Can anyone offer some help?

3. Jan 26, 2010

### ColdFusion85

One more plea for help?

4. Jan 28, 2010

### minger

Does this help. It's copied from notes of mine written in tex, so pardon the inline math type.

The divergence of velocity is written as:
$$\label{div01} \vec{\nabla}\cdot\vec{V}\equiv \frac{\partial u}{\partial x}+\frac{\partial v}{\partial y}+\frac{\partial w}{\partial z}$$
This term shows up often in the governing equations. It essentially tells us the rate of change of the volume. See Figure ???? using the following notation:
$$\begin{split} &V = \mbox{Control Volume} \\ &S = \mbox{Control Surface} \\ &dS = \mbox{Infinitesimal Control Surface Element} \\ &\vec{V} = \mbox{Flow Velocity at }ds \\ &\vec{n} = \mbox{Unit Normal Vector pointing \emph{out} of }V \end{split} \nonumber$$
We consider a control volume $V$ moving with the fluid (Lagrangian approach). Since it's moving with the fluid, no mass crosses the boundary $S$ as the fluid moves.
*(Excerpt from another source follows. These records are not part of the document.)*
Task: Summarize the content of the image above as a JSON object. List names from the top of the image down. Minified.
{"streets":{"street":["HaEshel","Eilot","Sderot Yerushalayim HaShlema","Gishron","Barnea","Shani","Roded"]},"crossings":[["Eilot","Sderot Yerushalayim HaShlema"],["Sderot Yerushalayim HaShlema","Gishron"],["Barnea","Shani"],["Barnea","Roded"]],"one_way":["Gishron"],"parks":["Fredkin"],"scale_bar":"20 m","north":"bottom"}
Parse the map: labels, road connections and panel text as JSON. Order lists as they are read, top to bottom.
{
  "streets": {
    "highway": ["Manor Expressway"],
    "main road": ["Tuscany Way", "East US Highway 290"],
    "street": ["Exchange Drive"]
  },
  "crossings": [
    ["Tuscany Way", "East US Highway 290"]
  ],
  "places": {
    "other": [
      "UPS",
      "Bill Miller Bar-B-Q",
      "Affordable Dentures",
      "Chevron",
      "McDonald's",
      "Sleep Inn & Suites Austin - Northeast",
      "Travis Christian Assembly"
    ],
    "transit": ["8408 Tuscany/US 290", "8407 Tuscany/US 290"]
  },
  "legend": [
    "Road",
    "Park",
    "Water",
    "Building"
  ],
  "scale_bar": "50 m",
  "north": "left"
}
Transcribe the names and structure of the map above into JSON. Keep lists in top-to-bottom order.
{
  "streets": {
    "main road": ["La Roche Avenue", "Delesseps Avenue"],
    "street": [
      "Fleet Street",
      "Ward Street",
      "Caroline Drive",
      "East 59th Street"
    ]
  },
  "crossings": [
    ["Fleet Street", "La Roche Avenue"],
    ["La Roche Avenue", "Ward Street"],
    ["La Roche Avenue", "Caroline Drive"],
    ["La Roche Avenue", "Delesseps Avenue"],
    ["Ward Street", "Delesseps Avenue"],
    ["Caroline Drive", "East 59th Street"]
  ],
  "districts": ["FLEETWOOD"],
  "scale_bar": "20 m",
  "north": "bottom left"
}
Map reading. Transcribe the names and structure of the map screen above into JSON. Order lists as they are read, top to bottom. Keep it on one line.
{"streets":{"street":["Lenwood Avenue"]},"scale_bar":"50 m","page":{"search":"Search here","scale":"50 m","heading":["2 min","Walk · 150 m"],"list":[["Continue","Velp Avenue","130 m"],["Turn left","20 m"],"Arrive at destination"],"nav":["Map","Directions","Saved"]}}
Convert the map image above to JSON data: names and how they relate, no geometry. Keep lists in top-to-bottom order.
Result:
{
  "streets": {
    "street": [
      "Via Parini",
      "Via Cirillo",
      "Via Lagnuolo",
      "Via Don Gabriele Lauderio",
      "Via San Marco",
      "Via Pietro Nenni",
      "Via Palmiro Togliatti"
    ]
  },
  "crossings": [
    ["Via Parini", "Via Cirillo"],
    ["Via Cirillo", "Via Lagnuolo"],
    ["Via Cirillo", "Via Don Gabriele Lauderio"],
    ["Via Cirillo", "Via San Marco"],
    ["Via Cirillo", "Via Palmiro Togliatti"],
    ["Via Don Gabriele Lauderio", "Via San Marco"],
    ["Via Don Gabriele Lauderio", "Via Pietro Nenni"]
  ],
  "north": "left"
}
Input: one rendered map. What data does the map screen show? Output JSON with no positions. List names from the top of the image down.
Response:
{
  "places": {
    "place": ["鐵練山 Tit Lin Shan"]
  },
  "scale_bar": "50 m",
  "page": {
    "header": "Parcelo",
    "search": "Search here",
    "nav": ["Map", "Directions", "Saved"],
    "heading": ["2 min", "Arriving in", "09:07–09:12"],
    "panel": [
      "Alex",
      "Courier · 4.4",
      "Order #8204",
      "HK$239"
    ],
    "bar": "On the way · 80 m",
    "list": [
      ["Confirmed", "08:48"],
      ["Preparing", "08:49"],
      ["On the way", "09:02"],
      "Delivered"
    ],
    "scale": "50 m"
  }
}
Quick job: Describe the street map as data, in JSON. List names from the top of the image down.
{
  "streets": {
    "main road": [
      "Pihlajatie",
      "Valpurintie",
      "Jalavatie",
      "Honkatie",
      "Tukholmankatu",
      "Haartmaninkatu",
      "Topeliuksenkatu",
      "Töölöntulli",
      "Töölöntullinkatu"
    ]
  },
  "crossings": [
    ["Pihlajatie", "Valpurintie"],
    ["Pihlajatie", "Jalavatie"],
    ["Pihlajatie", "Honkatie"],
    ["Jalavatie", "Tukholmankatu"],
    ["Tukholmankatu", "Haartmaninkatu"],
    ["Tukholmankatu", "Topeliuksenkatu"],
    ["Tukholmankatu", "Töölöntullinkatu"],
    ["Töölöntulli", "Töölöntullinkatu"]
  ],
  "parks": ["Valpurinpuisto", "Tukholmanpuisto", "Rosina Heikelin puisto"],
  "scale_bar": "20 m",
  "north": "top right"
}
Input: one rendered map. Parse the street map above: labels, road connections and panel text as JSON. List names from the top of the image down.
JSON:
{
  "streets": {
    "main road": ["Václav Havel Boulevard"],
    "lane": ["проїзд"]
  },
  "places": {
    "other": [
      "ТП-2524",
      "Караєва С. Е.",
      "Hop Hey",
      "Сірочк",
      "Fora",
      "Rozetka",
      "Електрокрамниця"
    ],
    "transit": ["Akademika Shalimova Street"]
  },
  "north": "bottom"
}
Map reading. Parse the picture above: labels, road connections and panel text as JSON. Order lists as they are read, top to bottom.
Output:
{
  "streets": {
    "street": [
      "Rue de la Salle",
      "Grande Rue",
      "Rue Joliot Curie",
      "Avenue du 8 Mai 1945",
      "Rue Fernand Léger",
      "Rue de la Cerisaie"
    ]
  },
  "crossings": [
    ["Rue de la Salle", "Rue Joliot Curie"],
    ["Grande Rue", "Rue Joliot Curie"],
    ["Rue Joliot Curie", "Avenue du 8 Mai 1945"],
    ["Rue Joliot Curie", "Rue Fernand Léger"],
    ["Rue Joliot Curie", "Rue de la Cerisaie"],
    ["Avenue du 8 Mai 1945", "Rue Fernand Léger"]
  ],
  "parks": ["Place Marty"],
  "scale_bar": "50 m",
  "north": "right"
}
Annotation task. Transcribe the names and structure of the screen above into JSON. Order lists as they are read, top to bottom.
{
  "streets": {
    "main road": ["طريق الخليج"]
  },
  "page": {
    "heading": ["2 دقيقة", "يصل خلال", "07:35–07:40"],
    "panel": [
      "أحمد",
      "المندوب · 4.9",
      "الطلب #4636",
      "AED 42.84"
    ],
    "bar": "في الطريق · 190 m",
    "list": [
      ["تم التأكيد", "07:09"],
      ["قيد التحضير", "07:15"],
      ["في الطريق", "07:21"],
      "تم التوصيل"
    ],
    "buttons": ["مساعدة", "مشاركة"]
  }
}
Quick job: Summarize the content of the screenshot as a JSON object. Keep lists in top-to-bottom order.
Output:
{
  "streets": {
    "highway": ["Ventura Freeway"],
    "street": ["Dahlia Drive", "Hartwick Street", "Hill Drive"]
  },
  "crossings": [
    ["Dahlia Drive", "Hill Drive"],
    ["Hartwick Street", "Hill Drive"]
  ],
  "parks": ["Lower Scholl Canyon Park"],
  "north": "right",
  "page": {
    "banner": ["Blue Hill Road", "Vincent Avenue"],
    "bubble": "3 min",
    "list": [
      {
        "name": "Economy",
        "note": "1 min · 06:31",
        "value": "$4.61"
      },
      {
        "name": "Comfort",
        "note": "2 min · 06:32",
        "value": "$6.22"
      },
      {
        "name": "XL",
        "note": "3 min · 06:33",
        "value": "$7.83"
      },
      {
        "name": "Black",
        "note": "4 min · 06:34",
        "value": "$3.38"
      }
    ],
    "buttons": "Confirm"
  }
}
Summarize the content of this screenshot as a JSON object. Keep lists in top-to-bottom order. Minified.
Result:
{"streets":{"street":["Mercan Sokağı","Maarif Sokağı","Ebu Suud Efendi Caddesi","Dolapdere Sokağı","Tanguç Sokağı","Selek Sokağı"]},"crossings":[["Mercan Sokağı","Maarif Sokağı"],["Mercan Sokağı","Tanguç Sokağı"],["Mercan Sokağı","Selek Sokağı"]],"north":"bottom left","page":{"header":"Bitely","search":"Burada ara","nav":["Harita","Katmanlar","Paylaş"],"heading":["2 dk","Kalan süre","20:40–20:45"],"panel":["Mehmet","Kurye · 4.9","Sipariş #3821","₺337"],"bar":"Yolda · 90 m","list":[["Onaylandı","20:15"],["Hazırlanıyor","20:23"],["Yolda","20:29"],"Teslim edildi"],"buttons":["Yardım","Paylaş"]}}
Because of this, the total mass in the control volume is fixed, and invariant with time. However, the volume $V$ and its surface $S$ change in time, as the volume moves with the fluid. Consequently, the density $\rho$ \emph{can} change with time.

We will now further examine the infinitesimal control surface element $ds$. The change in the volume of the control volume, $\Delta V$, due to the movement of $dS$ over a time $\Delta t$ is equal to the long thin element with a base area $dS$ and altitude $(\vec{V}\Delta t\cdot\vec{n})$ as shown in Figure ????. We can write:
$$\label{div002} \Delta V = \left[ (\vec{V}\Delta t)\cdot\vec{n}\right] dS$$
We write $d\vec{S} = dS\vec{n}$
$$\label{div003} (\vec{V}\Delta t)\cdot d\vec{S}$$
Over the time increment $\Delta t$, the total change in volume $V$, of the entire element is the summation of all the changes from all of the infinitesimal elements, $dS$. We take the limit as $dS$ approaches zero and write the total change in volume:
$$\label{div003} \Delta V = \iint_S (\vec{V}\Delta t)\cdot d\vec{S}$$
We divide by $\Delta t$ to obtain the time rate of change of the control volume $V$ or how fast its changing. Do note that because the element is moving (recall Lagrangian approach), we \emph{must} use the total derivative.
$$\label{div004} \frac{DV}{Dt} = \frac{1}{\Delta t} \iint_S (\vec{V}\Delta t)\cdot d\vec{S} = \iint_S \vec{V}\cdot s\vec{S}$$
We are allowed to pull the $\Delta t$ out because it doesn't change with a change in control surface $S$.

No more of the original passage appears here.